В гидрокостюме и черных очках тот стоял, ухмыляясь, в компании из пяти человек, явных дайверов, на палубе какого-то катера. Фотка прилагалась к большому, обильно иллюстрированному репортажу о подводном плавании на Красном море. Антон поковырял глазами жидкий бездарный текст со смутным рекламным душком. «…В Эйлате мы встретили большую интернациональную компанию ныряльщиков, среди которых оказался один русскоязычный — гражданин мира с паспортом Латвии и именем Иван…»
Видать, этой встречей (еще, очевидно, ноябрьской) происхождение коста-бравской авторучки и объяснялось. Прежде чем разочарованно кинуть журнал на противоположный конец дивана, Антон повторно всмотрелся в снимок.

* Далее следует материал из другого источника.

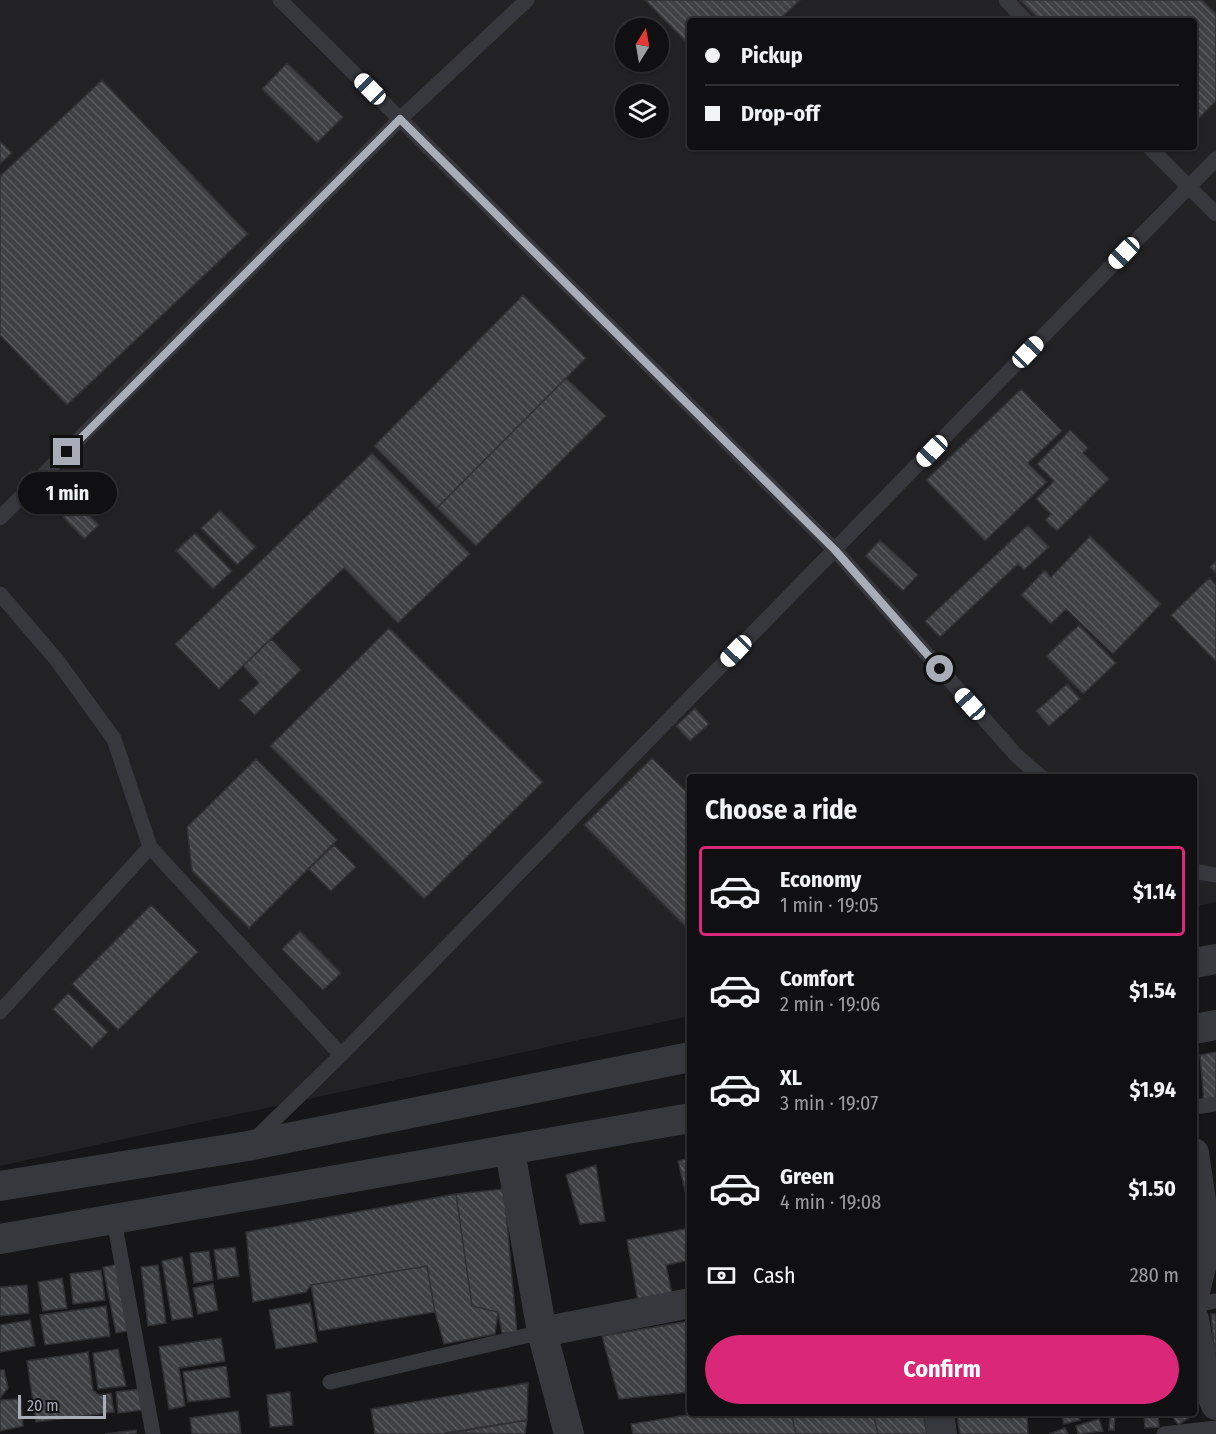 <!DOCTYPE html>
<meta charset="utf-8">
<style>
body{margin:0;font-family:"Fira Sans Condensed",sans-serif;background:#19191b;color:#f1f3f6;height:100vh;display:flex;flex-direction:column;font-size:22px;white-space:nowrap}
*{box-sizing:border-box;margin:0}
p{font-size:20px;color:#9c9d9f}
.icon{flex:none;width:33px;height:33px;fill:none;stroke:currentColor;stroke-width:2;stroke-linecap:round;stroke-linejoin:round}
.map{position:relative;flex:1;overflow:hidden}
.panel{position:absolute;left:687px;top:774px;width:510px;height:642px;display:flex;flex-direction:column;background:#101012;border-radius:6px;box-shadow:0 2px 4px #0004,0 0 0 2px #303032}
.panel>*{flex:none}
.banner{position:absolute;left:687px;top:18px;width:510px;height:132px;border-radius:6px;box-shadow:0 2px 4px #0004,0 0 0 2px #303032;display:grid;align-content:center;height:132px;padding:0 18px;background:#101012}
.needle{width:39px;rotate:11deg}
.controls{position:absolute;left:615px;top:18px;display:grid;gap:12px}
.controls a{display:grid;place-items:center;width:54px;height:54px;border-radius:50%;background:#101012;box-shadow:0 2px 4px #0004,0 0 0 2px #303032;font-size:30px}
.scale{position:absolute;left:18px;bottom:15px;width:88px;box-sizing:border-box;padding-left:6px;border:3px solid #a8adb8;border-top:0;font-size:16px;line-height:21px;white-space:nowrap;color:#a8adb8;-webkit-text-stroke:4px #111113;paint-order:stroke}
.end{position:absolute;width:27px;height:27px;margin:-14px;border:8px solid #a8adb8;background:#111;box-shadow:0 0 0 3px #111}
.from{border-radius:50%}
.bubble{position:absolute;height:42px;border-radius:21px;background:#101012;box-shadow:0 2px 4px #0004,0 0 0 2px #303032;font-size:20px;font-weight:700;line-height:42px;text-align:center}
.car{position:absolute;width:18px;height:36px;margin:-18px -9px;border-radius:8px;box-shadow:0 0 4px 2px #0007;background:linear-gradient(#fff 24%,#345 0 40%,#fff 0 76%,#345 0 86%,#fff 0)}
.banner b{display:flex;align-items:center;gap:21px;height:57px;font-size:22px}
.banner b+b{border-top:2px solid #303032}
.banner i{width:15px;height:15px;background:#f1f3f6}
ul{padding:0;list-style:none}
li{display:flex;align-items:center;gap:18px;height:90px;margin:0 12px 9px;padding:0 6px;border:3px solid transparent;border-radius:6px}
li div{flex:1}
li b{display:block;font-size:22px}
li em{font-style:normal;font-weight:700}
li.active{border-color:#db2777}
li>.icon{width:54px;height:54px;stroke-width:1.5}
h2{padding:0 18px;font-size:27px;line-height:72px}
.pay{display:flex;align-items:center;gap:15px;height:66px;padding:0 18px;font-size:22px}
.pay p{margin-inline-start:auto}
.button{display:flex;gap:12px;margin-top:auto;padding:12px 18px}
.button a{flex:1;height:69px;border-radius:36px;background:#db2777;color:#fff;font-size:24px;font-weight:700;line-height:69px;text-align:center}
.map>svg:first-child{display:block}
.built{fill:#222225;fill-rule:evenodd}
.building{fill:url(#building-back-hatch);stroke:#303034;stroke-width:1.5}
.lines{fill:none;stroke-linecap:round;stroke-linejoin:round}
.service{stroke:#37383d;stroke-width:15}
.minor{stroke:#37383d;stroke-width:30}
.route{stroke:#a8adb8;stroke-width:8}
</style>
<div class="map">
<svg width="1216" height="1434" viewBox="0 0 1216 1434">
<defs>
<pattern id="building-back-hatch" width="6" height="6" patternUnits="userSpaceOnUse" patternTransform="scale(1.5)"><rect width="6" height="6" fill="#404145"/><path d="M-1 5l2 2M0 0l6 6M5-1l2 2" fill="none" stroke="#595a5e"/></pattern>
</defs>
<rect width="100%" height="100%" fill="#161618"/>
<path class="built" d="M 0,0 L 1216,0 L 1216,902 L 1194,907 L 1194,777 L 690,777 L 690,1016 L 0,1166 ZM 690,21 L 1194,21 L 1194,147 L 690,147 ZM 626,28 L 658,28 L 658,62 L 626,62 ZM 626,94 L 658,94 L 658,128 L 626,128 Z"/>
<path class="building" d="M 645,0 L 800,0 L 778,21 L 690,21 L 690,46 Z
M 1020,0 L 1202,0 L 1216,14 L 1216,101 L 1194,123 L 1194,21 L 1041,21 Z
M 287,63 L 343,117 L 317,143 L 262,89 Z
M 102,80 L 248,234 L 67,405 L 0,335 L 0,176 Z
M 0,141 L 12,153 L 0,164 Z
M 523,295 L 586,358 L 437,508 L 374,446 Z
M 566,378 L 606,416 L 476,546 L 437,508 Z
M 1021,389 L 1062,431 L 1028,463 L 1047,482 L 985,541 L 926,480 Z
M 1070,430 L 1088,448 L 1083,453 L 1109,479 L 1057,531 L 1045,520 L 1051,514 L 1036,499 L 1054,481 L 1037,464 Z
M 372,453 L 470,554 L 398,623 L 344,568 L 219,689 L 175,644 Z
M 77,503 L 99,525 L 84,539 L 63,517 Z
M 220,510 L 256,547 L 237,565 L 201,528 Z
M 1028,525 L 1049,547 L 1024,570 L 1018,564 L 940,637 L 925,621 Z
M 195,533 L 232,571 L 213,589 L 176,551 Z
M 1090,536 L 1161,604 L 1113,654 L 1066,609 L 1051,624 L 1021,595 L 1045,570 L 1051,577 Z
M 880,540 L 918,575 L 903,591 L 865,556 Z
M 1216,561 L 1216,573 L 1210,567 Z
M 1209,578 L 1216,585 L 1216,662 L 1171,615 Z
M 1079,625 L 1116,663 L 1083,694 L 1046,656 Z
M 389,628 L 543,782 L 424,899 L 270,746 Z
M 271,639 L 301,670 L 255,715 L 240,700 L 259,683 L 243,666 Z
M 1067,684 L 1080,699 L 1049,726 L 1036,711 Z
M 695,708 L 709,724 L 690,741 L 676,726 Z
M 652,758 L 690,795 L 690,931 L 584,825 Z
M 256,759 L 337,840 L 249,928 L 192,871 L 187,827 Z
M 334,845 L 356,867 L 331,891 L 309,869 Z
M 151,905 L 198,952 L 118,1030 L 72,984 Z
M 300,931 L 341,973 L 323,990 L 282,949 Z
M 68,993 L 108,1032 L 92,1048 L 53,1009 Z
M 1216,1052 L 1216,1100 L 1204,1102 L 1200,1055 Z
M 690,1158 L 690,1198 L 687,1199 L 678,1161 Z
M 596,1165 L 605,1221 L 580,1224 L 566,1175 Z
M 504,1189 L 517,1333 L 502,1333 L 498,1312 L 472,1306 L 456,1194 Z
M 456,1194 L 472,1306 L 498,1312 L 495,1334 L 444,1344 L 435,1312 L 427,1266 L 311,1285 L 306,1292 L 253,1302 L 246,1232 Z
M 690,1228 L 690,1260 L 666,1265 L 672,1294 L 638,1301 L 627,1240 Z
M 235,1247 L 239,1276 L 218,1279 L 214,1250 Z
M 209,1251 L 213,1280 L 194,1283 L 190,1253 Z
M 182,1257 L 193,1317 L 172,1320 L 162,1261 Z
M 120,1264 L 133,1330 L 116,1333 L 103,1267 Z
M 158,1265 L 166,1323 L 148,1326 L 141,1267 Z
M 427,1266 L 435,1312 L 319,1331 L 311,1285 Z
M 101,1270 L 105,1300 L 73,1304 L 70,1274 Z
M 62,1278 L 67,1308 L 43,1311 L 38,1282 Z
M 213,1284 L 218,1310 L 198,1314 L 193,1288 Z
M 27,1285 L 29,1313 L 0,1316 L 0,1287 Z
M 310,1303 L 317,1342 L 276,1349 L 269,1310 Z
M 106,1306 L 110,1336 L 45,1345 L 40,1315 Z
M 1211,1314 L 1216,1314 L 1216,1360 L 1215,1360 Z
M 30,1320 L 35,1346 L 0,1352 L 0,1325 Z
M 690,1321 L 690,1392 L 619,1399 L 602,1336 Z
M 221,1338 L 225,1361 L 179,1368 L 185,1406 L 169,1409 L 159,1347 Z
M 118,1349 L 126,1386 L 98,1389 L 93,1353 Z
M 88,1352 L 93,1390 L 99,1395 L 111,1393 L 114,1412 L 36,1422 L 27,1361 Z
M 226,1366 L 230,1397 L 188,1402 L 183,1372 Z
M 0,1370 L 4,1370 L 8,1388 L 0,1398 Z
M 528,1383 L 527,1420 L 445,1434 L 375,1434 L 371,1409 Z
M 140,1389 L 143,1410 L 118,1413 L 116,1392 Z
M 290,1392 L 293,1425 L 270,1427 L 267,1395 Z
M 21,1399 L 23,1426 L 0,1431 L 0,1400 Z
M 238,1411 L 241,1434 L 192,1434 L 190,1418 Z
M 700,1413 L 791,1413 L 796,1434 L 633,1434 L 631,1424 Z
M 791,1413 L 873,1413 L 878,1434 L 796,1434 Z
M 873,1413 L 923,1413 L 927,1434 L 878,1434 Z
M 983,1413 L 1027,1413 L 1028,1434 L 960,1434 L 957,1416 Z
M 1061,1413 L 1077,1413 L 1080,1420 L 1064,1424 Z
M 1144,1413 L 1158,1413 L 1159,1427 L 1145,1428 Z
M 1170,1413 L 1190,1413 L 1192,1416 L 1178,1425 Z
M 1110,1416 L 1115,1416 L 1114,1430 L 1109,1430 Z
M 1099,1419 L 1103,1431 L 1078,1434 L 1076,1426 Z
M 527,1420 L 525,1434 L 445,1433 Z
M 1065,1428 L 1068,1434 L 1049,1434 Z
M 136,1430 L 136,1434 L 105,1434 Z"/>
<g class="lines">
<path class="service" d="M 280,0 L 835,550 L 1016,755 L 1041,777
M 1006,0 L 1026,21
M 1149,147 L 1216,214
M 0,518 L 400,119 L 527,0
M 0,594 L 56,659 L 114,739 L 150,847 L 341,1055
M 1194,871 L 1216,875
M 0,1012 L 150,847
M 1194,1107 L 1216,1104
M 254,1140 L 341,1055 L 1216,159
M 114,1220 L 153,1434
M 1194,1305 L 1216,1301
M 330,1382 L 542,1332
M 1164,1434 L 1216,1428"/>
<path class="minor" d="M 1194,963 L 1216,959
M 1194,1029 L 1216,1025
M 510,1151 L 542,1332 L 569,1434
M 1194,1153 L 1207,1242 L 1194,1296
M 0,1186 L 248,1146 L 690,1057
M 0,1239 L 690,1118
M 1194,1319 L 1203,1373 L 1216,1405
M 542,1332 L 690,1303
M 939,1413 L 942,1434"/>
</g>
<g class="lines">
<path class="route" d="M 67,452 L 400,119 L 835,550 L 940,669"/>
</g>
</svg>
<div class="controls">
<a><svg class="needle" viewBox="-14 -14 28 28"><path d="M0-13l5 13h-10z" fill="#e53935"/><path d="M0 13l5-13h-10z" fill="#9c9d9f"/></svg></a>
<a><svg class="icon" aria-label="layers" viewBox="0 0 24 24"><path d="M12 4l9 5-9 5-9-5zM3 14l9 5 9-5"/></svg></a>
</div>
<div class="scale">20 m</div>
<i class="end from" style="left:940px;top:669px"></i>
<i class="end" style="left:67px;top:452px"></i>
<div class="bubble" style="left:18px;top:472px;width:99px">1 min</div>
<i class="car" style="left:370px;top:89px;rotate:315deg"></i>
<i class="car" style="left:1124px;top:253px;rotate:224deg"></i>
<i class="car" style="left:1028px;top:352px;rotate:44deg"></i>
<i class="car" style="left:932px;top:451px;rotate:224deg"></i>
<i class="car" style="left:736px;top:651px;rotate:224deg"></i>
<i class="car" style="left:970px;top:704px;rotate:318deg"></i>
<div class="banner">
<b><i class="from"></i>Pickup</b>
<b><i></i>Drop-off</b>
</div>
<section class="panel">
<h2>Choose a ride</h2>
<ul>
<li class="active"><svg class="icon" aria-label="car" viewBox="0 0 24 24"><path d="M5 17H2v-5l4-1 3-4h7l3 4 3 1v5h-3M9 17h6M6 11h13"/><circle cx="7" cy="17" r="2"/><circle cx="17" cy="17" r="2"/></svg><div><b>Economy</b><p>1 min · 19:05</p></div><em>$1.14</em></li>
<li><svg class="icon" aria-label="car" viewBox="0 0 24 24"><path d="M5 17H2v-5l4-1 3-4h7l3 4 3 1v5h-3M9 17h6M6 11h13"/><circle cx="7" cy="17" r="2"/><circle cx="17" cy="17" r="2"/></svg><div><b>Comfort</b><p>2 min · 19:06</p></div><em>$1.54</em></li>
<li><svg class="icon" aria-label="car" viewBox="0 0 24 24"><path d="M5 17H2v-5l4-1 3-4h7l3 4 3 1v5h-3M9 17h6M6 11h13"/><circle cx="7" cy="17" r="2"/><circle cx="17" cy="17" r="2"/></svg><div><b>XL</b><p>3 min · 19:07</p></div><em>$1.94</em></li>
<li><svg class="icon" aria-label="car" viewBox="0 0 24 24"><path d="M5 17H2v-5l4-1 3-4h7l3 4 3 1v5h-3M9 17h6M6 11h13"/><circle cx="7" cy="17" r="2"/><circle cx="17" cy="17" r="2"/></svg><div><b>Green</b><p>4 min · 19:08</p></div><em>$1.50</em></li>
</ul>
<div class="pay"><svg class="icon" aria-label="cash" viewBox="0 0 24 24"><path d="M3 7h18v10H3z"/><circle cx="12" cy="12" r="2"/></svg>Cash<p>280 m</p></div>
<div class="button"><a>Confirm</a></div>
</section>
</div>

Безглазый, в черной неопреновой шкуре, Мас выглядел героем комикса. Оскал без выражения, правильные черты без особых примет — Антон даже удивился, как опознал его. Он не воспринимался реальным человеком, как не воспринимается таковым модель на рекламном плакате, в принципе ведь не отличающемся от карточки из семейного альбома (Антон вспомнил, что некогда Мас и сам мельком отметился на этом, модельном, поприще)… Дело тут, видимо, в тираже — размноженный в тысячах копий, ты перестаешь быть собой, пропадаешь, становишься по-своему неуязвим. Вот и в количестве Масовых поверхностных знакомств, в его охоте к перемене мест, в легкости, с которой он налаживал лишенные обязательств контакты с людьми, в нем не нуждающимися (но попробуй, знакомый старый, отлови его, когда он нужен!), заключалась гарантия Масовой недоступности, в том числе для анализа и трактовки — он словно всю жизнь проводил в прочном, гладком и непроницаемом неопрене.
«Фак ю», — с выражением сказал Антон фотографии и отшвырнул фыркнувший, распахнувшийся в полете журнал. Ему почему-то пришло в голову, что ни хрена он до Масарина не доберется. Никогда. В основном из чувства протеста Антон стал (не поднимаясь, впрочем, с дивана) прикидывать методы его поиска. По ассоциации он подумал сначала про Витьку Аверьянова, потом про Егора, у которого, оказывается, Витька тогда тоже зависал. Антон об этом раньше не знал — что неудивительно, учитывая Егорову некоммуникабельность.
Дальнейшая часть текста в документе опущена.